McIlroy among those chasing Donaldson at BMW Masters in Shanghai
SHANGHAI -- The BMW Masters is a big-time golf tournament, with a few twists. The press room noodle dish is so spicy it can melt a fork. For a pre-tournament press conference with Rory McIlory, Lee Westwood and Martin Kaymer, the players had to wait while seven local dignitaries made speeches, each introduced with raucous glam-rock music. And during the pro-am all the caddies were young women; good shots elicited high-pitched squeals.
But once the tournament proper began on Thursday, a familiar sameness set in on the leaderboard. While golf fans in the U.S. and Europe were sleeping, Jamie Donaldson enjoyed a dreamy first round, shooting a 10-under 62 to take a four-stroke lead, despite plaid trousers that looked like they were made from his grandmother’s curtains. Among those giving chase are Francesco Molinari and Peter Hanson (66), world No. 1 McIlroy and a resurgent Jose Maria Olazabal (67). In with 68s are Ryder Cup hero Kaymer, Justin Rose and Louis Oosthuizen. (Leaderboard)

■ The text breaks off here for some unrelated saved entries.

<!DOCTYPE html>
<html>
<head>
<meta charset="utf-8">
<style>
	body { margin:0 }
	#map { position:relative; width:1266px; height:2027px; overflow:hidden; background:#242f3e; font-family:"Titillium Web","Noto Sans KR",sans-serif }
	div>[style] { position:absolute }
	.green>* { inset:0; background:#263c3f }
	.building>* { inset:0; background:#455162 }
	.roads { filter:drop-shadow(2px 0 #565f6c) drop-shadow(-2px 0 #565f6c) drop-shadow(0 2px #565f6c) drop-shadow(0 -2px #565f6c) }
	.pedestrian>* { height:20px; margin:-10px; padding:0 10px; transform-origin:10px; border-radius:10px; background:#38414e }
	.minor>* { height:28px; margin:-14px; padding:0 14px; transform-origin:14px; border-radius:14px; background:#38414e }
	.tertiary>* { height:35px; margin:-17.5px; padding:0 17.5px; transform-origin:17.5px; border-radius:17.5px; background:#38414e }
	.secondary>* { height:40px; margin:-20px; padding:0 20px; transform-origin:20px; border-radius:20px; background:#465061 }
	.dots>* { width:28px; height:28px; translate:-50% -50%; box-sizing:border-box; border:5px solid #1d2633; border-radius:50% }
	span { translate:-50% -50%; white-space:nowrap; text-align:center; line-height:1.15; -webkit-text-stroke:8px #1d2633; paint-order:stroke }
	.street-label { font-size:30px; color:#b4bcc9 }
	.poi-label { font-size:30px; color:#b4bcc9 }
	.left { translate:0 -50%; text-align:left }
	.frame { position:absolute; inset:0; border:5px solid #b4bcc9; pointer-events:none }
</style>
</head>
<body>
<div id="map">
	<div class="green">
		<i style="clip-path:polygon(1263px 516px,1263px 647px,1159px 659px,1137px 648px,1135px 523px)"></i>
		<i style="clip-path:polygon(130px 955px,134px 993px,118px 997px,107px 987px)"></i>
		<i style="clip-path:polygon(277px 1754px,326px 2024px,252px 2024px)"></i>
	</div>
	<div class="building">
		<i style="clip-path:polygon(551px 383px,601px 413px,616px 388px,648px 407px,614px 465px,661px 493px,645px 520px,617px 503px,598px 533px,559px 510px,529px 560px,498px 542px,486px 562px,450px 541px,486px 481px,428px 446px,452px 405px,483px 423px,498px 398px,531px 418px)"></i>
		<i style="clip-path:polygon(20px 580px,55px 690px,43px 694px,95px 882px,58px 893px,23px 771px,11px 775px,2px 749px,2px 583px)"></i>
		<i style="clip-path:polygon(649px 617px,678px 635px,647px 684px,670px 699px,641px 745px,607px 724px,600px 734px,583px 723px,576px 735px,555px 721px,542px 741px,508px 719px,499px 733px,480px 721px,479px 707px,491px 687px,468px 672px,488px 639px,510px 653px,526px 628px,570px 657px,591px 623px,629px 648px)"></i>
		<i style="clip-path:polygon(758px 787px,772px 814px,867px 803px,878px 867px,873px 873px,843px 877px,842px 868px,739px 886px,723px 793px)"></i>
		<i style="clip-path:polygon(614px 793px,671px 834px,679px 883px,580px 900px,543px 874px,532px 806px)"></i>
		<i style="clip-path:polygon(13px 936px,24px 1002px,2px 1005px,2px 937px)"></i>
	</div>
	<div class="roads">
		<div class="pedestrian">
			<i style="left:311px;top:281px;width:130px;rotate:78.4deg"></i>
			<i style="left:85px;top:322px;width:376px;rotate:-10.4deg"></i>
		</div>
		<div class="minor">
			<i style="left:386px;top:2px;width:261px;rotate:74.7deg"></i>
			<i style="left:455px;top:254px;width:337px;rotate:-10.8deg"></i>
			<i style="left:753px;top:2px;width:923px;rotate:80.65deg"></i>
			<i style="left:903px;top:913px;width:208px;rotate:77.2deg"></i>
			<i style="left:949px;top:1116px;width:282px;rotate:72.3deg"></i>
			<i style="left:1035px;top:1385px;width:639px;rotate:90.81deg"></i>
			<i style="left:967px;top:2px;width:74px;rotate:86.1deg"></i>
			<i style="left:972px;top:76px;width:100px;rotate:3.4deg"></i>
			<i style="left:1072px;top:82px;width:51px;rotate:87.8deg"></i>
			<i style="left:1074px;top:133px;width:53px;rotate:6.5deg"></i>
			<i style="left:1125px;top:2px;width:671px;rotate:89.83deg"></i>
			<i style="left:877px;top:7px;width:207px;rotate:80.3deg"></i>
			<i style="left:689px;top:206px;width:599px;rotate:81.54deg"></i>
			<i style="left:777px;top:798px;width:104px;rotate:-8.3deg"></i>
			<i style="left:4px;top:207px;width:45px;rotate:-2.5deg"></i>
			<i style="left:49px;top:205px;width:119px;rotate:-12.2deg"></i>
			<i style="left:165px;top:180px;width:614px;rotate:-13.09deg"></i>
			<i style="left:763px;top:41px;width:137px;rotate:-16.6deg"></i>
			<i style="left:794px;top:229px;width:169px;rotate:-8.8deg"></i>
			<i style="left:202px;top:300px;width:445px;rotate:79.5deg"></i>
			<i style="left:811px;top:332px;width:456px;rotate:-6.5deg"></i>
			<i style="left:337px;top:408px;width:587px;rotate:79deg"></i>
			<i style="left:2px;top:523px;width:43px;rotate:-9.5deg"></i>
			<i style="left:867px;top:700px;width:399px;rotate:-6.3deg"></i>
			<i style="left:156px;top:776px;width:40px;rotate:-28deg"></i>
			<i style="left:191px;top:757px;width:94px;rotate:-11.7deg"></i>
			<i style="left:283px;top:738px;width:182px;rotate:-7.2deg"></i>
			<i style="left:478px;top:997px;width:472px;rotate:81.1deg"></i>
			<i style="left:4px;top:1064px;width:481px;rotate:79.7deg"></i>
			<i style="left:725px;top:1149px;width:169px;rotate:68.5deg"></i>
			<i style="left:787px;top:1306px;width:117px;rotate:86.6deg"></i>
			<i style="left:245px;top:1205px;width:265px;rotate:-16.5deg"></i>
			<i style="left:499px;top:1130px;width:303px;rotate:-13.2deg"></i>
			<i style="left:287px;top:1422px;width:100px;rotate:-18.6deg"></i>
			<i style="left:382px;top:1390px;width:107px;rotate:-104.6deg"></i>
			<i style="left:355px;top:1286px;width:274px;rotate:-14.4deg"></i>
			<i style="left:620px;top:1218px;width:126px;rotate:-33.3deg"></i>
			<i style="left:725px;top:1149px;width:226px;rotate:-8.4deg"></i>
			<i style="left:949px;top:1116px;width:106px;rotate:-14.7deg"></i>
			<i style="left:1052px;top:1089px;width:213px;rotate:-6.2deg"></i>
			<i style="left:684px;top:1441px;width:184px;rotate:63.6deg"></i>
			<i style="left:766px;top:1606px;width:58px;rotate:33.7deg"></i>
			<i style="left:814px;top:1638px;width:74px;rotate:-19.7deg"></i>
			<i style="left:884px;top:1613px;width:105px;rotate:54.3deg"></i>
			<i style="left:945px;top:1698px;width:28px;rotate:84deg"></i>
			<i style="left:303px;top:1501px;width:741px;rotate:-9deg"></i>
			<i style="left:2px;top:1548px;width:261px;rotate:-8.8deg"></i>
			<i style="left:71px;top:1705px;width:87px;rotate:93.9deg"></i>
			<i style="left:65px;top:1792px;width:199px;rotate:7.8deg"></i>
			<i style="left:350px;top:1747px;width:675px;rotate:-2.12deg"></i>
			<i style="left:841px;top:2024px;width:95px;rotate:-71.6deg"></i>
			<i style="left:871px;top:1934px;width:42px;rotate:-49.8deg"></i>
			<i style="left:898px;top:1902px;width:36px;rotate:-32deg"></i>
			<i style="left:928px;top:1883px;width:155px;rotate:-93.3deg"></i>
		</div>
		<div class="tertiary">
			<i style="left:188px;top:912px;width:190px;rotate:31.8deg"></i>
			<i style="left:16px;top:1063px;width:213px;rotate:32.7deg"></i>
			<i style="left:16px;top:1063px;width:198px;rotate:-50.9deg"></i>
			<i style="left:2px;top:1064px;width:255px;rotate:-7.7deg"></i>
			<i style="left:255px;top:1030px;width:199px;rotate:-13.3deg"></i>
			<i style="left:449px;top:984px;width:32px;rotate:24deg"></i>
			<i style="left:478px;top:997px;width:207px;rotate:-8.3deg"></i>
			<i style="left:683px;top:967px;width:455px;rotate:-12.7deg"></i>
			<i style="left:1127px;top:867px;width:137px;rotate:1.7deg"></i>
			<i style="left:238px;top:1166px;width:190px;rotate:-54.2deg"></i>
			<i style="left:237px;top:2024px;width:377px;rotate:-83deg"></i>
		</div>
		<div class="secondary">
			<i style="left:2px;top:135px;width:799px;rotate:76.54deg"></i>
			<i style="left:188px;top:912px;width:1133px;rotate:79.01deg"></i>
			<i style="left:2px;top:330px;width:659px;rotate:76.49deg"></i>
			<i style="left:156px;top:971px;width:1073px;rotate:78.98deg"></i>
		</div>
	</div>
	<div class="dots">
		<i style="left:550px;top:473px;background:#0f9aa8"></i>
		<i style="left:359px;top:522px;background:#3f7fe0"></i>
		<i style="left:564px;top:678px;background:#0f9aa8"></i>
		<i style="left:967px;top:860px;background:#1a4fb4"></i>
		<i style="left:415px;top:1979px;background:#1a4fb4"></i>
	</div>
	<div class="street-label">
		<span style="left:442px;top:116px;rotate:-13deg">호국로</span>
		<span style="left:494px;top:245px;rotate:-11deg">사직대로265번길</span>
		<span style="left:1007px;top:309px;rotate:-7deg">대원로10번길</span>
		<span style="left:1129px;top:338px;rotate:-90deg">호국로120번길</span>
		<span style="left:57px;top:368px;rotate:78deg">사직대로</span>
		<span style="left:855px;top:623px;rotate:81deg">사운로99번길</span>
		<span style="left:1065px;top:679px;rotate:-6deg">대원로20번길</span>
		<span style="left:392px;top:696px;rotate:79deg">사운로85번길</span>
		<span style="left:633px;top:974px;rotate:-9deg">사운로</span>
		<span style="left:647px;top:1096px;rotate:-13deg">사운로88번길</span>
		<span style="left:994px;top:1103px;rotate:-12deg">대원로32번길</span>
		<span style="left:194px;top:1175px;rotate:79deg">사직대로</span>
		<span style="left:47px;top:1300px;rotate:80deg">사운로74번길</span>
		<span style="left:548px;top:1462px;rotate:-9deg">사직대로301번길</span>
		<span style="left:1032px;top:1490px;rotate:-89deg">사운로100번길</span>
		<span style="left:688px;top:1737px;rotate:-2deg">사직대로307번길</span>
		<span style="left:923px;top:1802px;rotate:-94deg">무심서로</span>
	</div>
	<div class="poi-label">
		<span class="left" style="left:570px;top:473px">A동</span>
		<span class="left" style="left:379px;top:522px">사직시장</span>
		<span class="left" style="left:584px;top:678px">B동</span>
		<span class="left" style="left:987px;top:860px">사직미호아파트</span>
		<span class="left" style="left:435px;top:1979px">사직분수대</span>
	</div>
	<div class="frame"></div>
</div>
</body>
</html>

This strong leaderboard should be no surprise given that the tournament boasts four of the top five in the World Ranking, every member of the European Ryder Cup team save for Sergio Garcia and 28 of the top 30 in the Race to Dubai standings. Credit must go to the first-year title sponsor, which is offering a $7 million purse, one of the most bloated on tour, along with significant appearance fees. The fun thing about Euro tour appearance lucre is that the players are compelled to sing for their supper, which has meant an endless number of photo shoots, closest-to-the-pin contests with glow-in-the-dark balls and staged Ping Pong matches. At one point during the glitzy “opening ceremony” -- which featured spotlights and a laser show and McIlroy teeing off with a ball dipped in gold -- it was suggested to Westwood that whatever he was being paid wasn’t enough.
He flashed a wolfish smile and said, “Oh, it is.”
The BMW Masters has also been helped by a good spot on the calendar: next week brings the WGC-HSBC Champions, in Guangdong, roughly 1,000 miles southwest of Shanghai. These back-to-back big-money events will go a long way toward determining the Race to Dubai, which concludes Nov. 25. For a journeyman like Donaldson, who earned the first win of his career at this year’s Irish Open at Royal Portrush, getting hot this time of year can change the trajectory of a career.
“We are always looking to move to the next goal post and do better all the time,” says Donaldson, 37. “It’s a great stepping stone and just looking at each week to try to play as well as I can and try to fulfill the goals I set for myself each year.”
Donaldson’s 62 didn’t come cheap. Lake Malaren Golf Club is a legit track at 7,607 yards, with lots of water and some deep, Nicklausian bunkers. An irritating drizzle on Thursday made it play even longer. But decent galleries turned out and there was an energetic vibe among the players, who collectively seemed relieved to finally swing a club in anger after days of hanging out together at an on-site hotel that is an hour by car to downtown Shanghai. Because so few of the guys have been willing to make the trek into town, the hotel lobby bar and restaurant have provided an excellent opportunity to make an anthropological study of the displaced tour player.
The off-duty uniform of choice appears to be designer jeans with buttoned-down back pockets and a variety of flashy sneakers. (Darren Clarke’s black patent-leather kicks deserve special mention.) The hotel gym has walls of glass that look out onto a busy thoroughfare near the 18th hole, allowing the players to be observed like animals at the zoo. At any given moment you might glimpse Ian Poulter keeping a blazing pace on the treadmill (propelled by his Beats headphones) or Rory McIlory grunting through long sessions with free weights. Also getting heavy use are the snooker and Ping Pong tables. On the latter, Hanson has been a revelation, with a wicked topspin forehand and a penchant for talking junk.
Most of the players are traveling stag -- Paul Casey’s stunning girlfriend Pollyanna Woodward is on hand and thus has been mentioned by more than one player as good for morale -- giving the event a certain summer camp feel. Says Justin Rose: “We're talking about the Ryder Cup, and for years and years people ask, why does the European Team seem to have more camaraderie than the American team? Scenarios like this is why you see guys hang out together; thousands of miles from their family in an environment where maybe it's more difficult to go out and find restaurants and be on your own, and so you end up grouping together. I think that's why on the European tour guys have a lot of tight knit friendships.”
Of course, 78 competitors can take only so much togetherness. Some have expressed the feeling of being a prisoner at the isolated hotel, which Casey likens to “a luxury prison.” During the first round, Donaldson’s get-out-of-jail-free card was a blazing hot putter. We’ll see if he can keep it going. Whether it’s Shanghai or Portrush or Ponte Vedra Beach, it takes 72 holes to identify the champion.